**Task requirements**. Below are the entries; return every line among them that holds the word "anna".

Collected data:

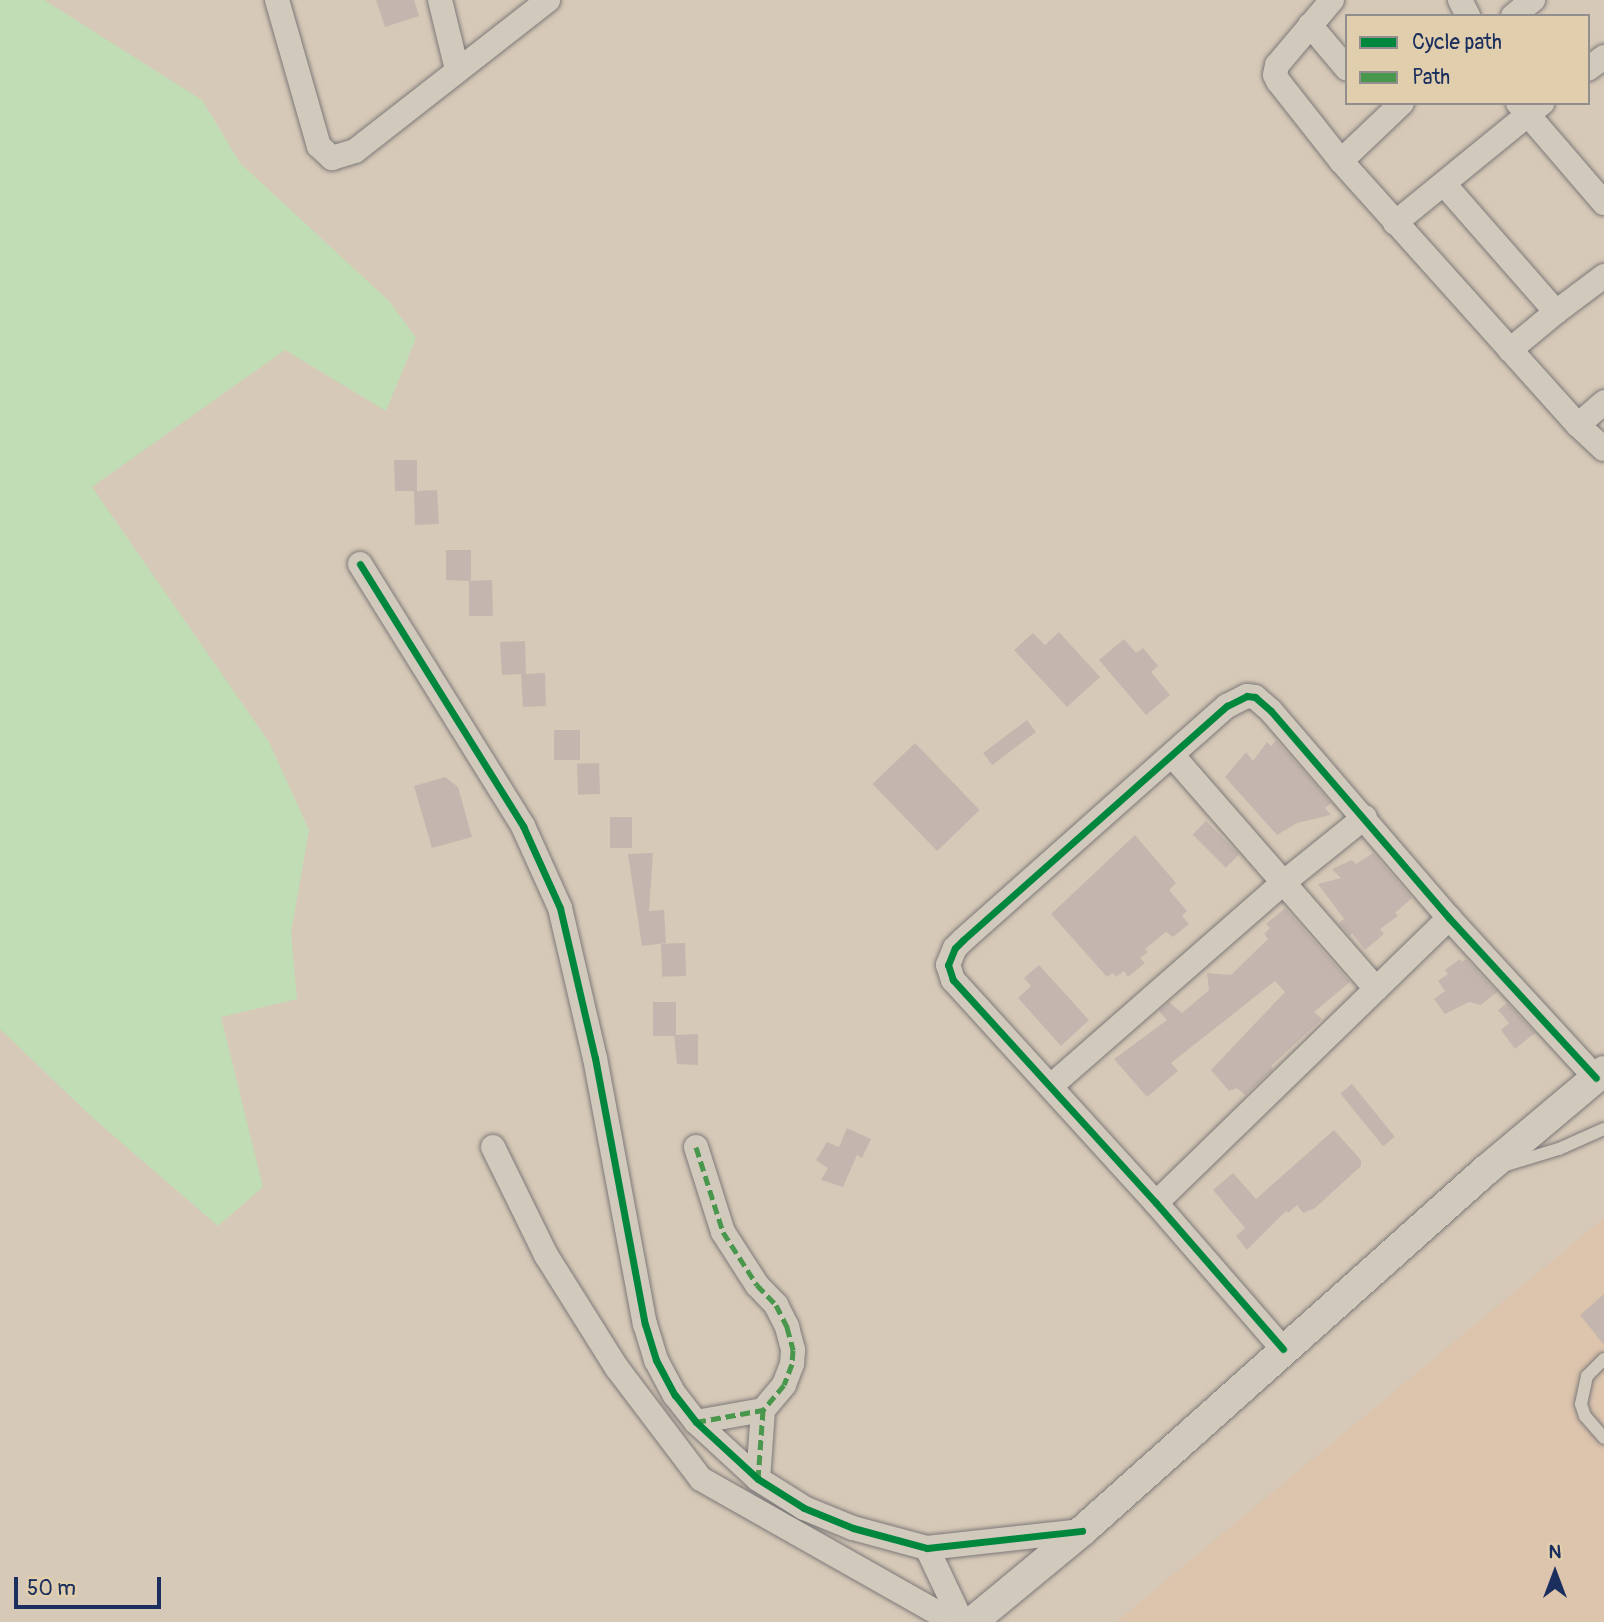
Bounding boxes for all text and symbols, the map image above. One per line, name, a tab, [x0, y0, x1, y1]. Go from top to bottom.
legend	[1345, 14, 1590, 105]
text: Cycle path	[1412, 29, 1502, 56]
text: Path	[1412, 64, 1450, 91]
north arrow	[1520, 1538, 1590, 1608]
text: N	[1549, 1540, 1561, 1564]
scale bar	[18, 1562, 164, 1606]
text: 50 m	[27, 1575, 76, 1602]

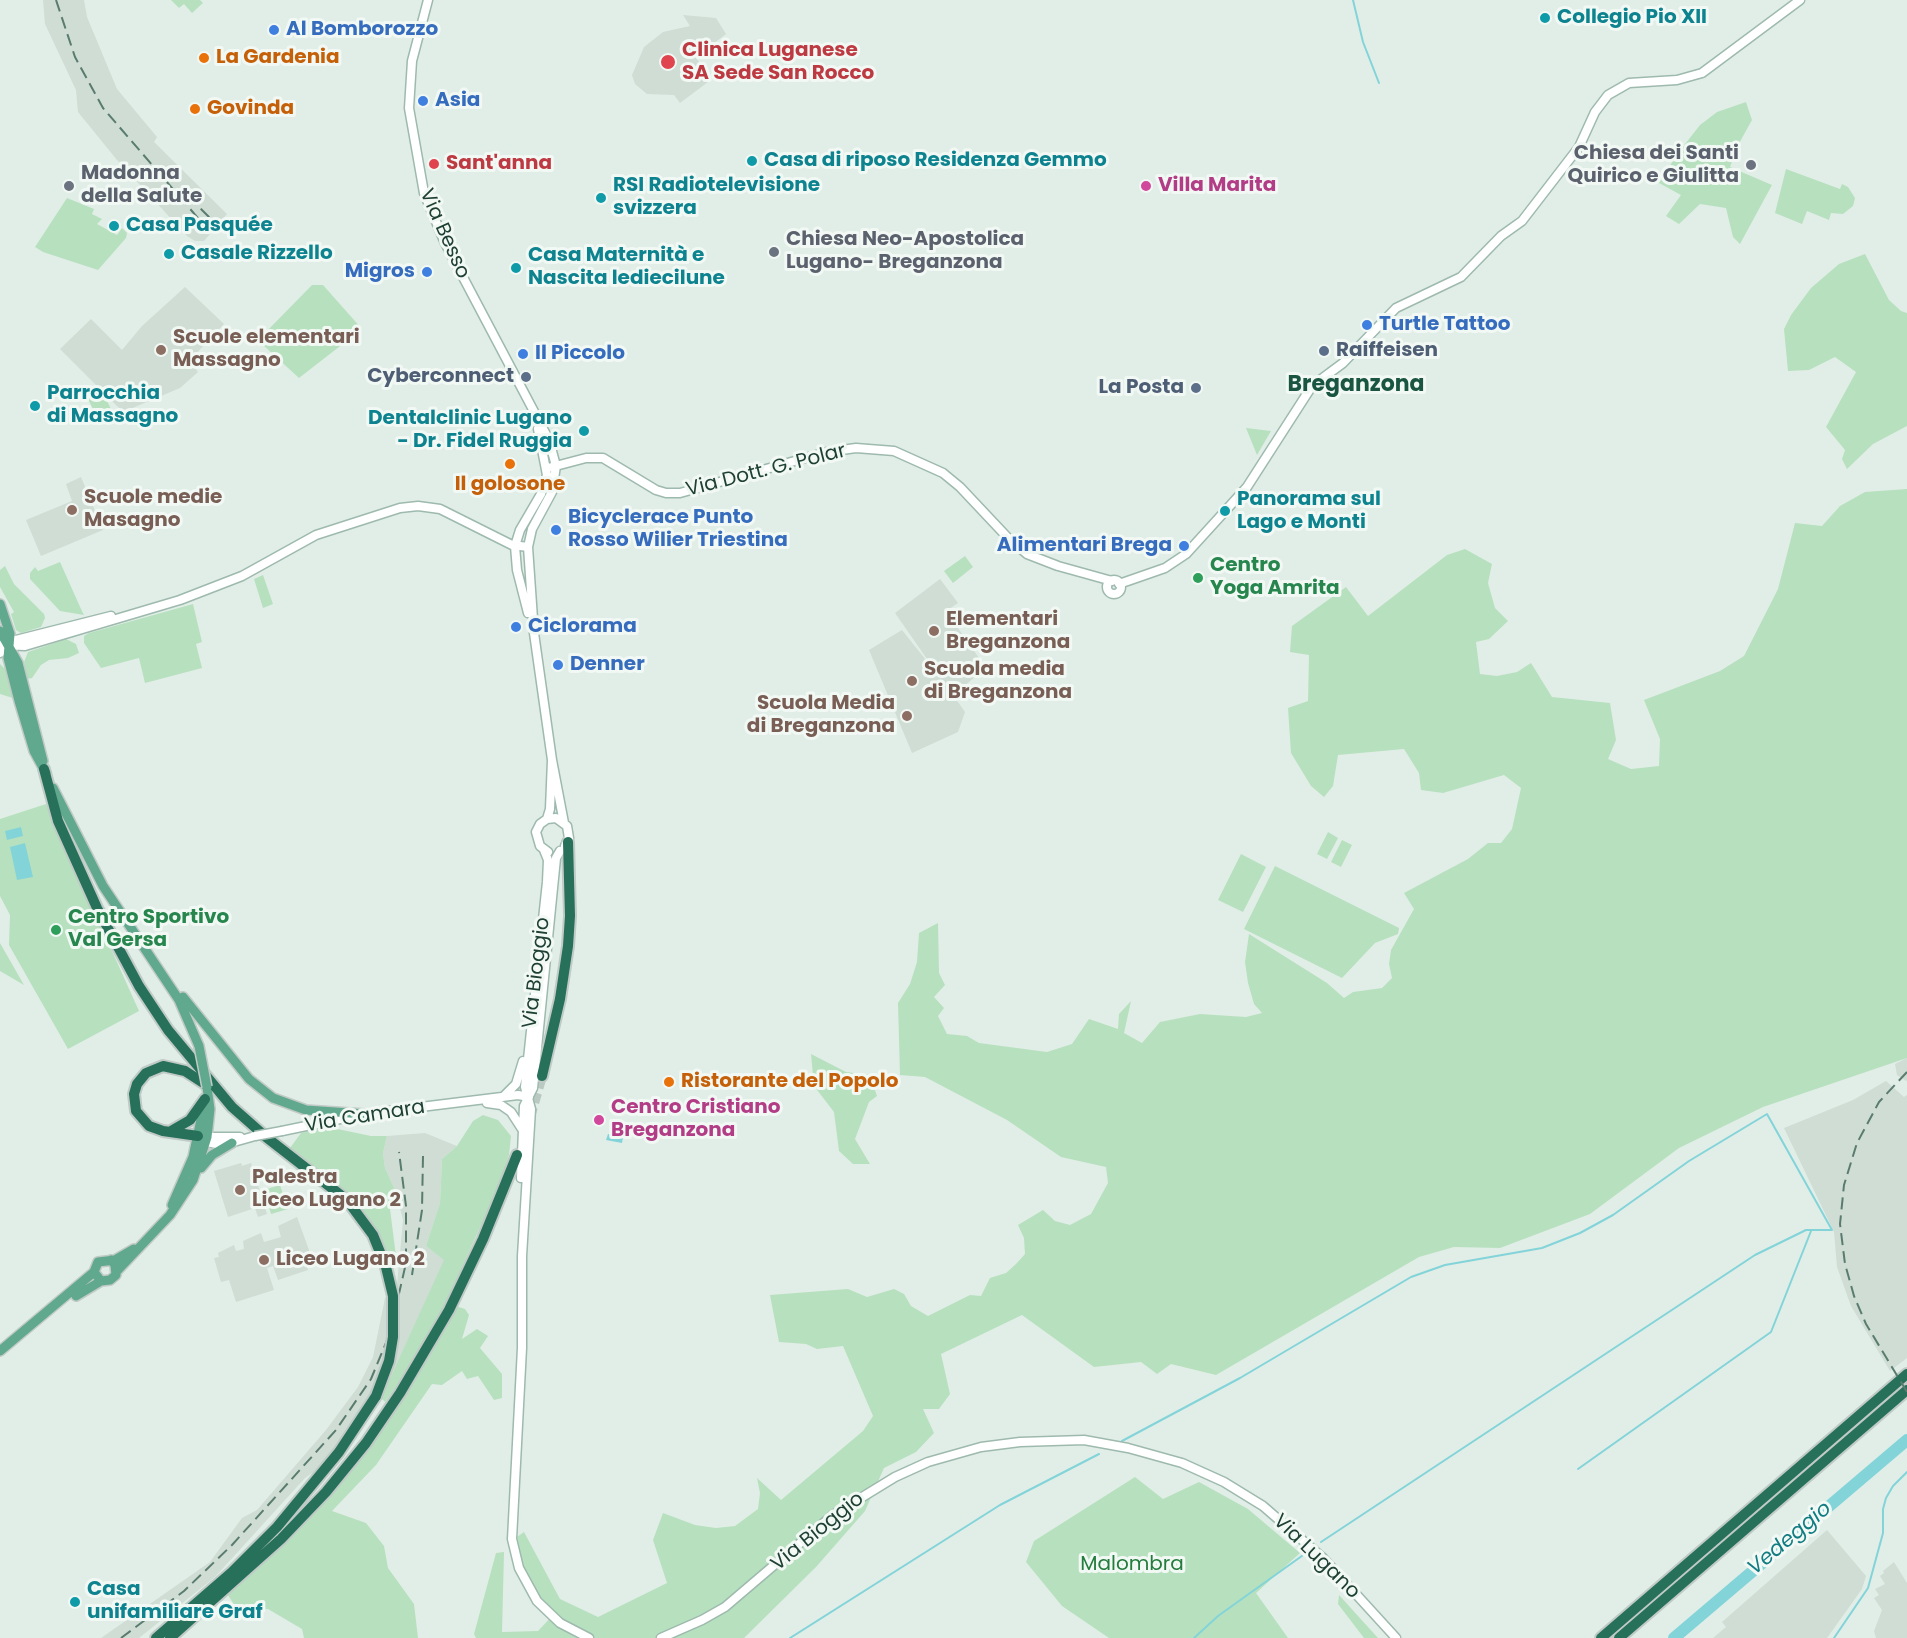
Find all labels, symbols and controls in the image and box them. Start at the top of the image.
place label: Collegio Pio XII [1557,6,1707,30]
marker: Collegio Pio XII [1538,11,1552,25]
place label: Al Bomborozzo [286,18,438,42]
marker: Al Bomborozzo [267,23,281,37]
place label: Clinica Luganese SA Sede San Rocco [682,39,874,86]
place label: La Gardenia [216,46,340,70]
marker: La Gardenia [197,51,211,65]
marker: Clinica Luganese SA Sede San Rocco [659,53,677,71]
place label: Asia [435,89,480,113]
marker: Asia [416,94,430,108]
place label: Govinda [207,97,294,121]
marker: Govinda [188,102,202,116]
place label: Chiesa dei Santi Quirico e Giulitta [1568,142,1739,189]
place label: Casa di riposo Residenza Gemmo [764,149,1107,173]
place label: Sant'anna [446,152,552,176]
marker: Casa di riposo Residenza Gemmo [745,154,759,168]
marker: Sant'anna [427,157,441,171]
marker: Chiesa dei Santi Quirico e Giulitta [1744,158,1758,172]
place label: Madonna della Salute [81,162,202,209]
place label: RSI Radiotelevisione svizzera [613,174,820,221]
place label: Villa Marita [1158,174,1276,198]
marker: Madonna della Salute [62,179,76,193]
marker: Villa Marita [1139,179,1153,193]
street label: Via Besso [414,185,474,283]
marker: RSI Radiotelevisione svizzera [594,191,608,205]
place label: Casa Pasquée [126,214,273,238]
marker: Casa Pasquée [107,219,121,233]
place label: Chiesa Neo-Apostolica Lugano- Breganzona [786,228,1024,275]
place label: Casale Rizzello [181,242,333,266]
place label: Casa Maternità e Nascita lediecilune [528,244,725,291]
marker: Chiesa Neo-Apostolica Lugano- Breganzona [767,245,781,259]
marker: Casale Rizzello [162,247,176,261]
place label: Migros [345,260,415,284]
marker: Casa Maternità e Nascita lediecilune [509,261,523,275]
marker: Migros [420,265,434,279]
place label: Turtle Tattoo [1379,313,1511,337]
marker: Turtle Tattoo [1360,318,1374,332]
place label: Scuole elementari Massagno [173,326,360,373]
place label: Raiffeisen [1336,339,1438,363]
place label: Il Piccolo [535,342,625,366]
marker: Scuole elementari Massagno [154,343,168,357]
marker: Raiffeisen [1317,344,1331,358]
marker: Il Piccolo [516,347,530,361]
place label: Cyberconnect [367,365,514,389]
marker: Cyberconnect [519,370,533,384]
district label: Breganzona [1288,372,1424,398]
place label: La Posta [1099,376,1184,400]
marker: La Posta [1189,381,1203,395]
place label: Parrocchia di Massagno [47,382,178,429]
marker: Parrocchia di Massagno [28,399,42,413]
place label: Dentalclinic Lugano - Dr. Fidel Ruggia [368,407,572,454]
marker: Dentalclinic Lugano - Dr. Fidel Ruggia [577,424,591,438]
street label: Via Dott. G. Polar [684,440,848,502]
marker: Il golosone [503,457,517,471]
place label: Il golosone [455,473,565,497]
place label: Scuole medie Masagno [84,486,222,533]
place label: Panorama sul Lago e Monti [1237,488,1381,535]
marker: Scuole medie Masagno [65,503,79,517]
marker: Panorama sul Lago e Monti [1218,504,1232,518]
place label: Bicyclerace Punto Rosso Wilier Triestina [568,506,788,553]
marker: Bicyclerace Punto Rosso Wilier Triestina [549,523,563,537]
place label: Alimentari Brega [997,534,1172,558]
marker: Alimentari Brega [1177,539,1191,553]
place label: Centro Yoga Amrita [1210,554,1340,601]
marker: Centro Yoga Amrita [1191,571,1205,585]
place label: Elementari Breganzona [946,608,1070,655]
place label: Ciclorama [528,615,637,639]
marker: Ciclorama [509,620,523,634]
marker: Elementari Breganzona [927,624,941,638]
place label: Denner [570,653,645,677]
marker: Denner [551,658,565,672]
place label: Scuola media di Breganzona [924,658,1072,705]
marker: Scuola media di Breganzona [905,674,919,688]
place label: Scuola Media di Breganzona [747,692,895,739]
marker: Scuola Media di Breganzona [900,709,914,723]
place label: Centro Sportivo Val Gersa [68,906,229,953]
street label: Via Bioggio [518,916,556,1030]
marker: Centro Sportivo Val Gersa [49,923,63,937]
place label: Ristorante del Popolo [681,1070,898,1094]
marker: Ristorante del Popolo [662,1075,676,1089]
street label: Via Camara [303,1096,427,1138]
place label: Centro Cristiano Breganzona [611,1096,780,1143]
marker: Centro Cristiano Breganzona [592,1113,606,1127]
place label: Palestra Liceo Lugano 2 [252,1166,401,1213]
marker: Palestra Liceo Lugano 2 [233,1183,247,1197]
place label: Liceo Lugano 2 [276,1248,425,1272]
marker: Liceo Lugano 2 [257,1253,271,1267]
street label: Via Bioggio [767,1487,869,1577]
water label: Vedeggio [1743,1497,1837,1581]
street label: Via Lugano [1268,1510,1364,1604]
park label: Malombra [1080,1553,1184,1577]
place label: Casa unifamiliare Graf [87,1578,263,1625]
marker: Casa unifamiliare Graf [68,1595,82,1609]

**Completed task**.
place label: Sant'anna [446,152,552,176]
marker: Sant'anna [427,157,441,171]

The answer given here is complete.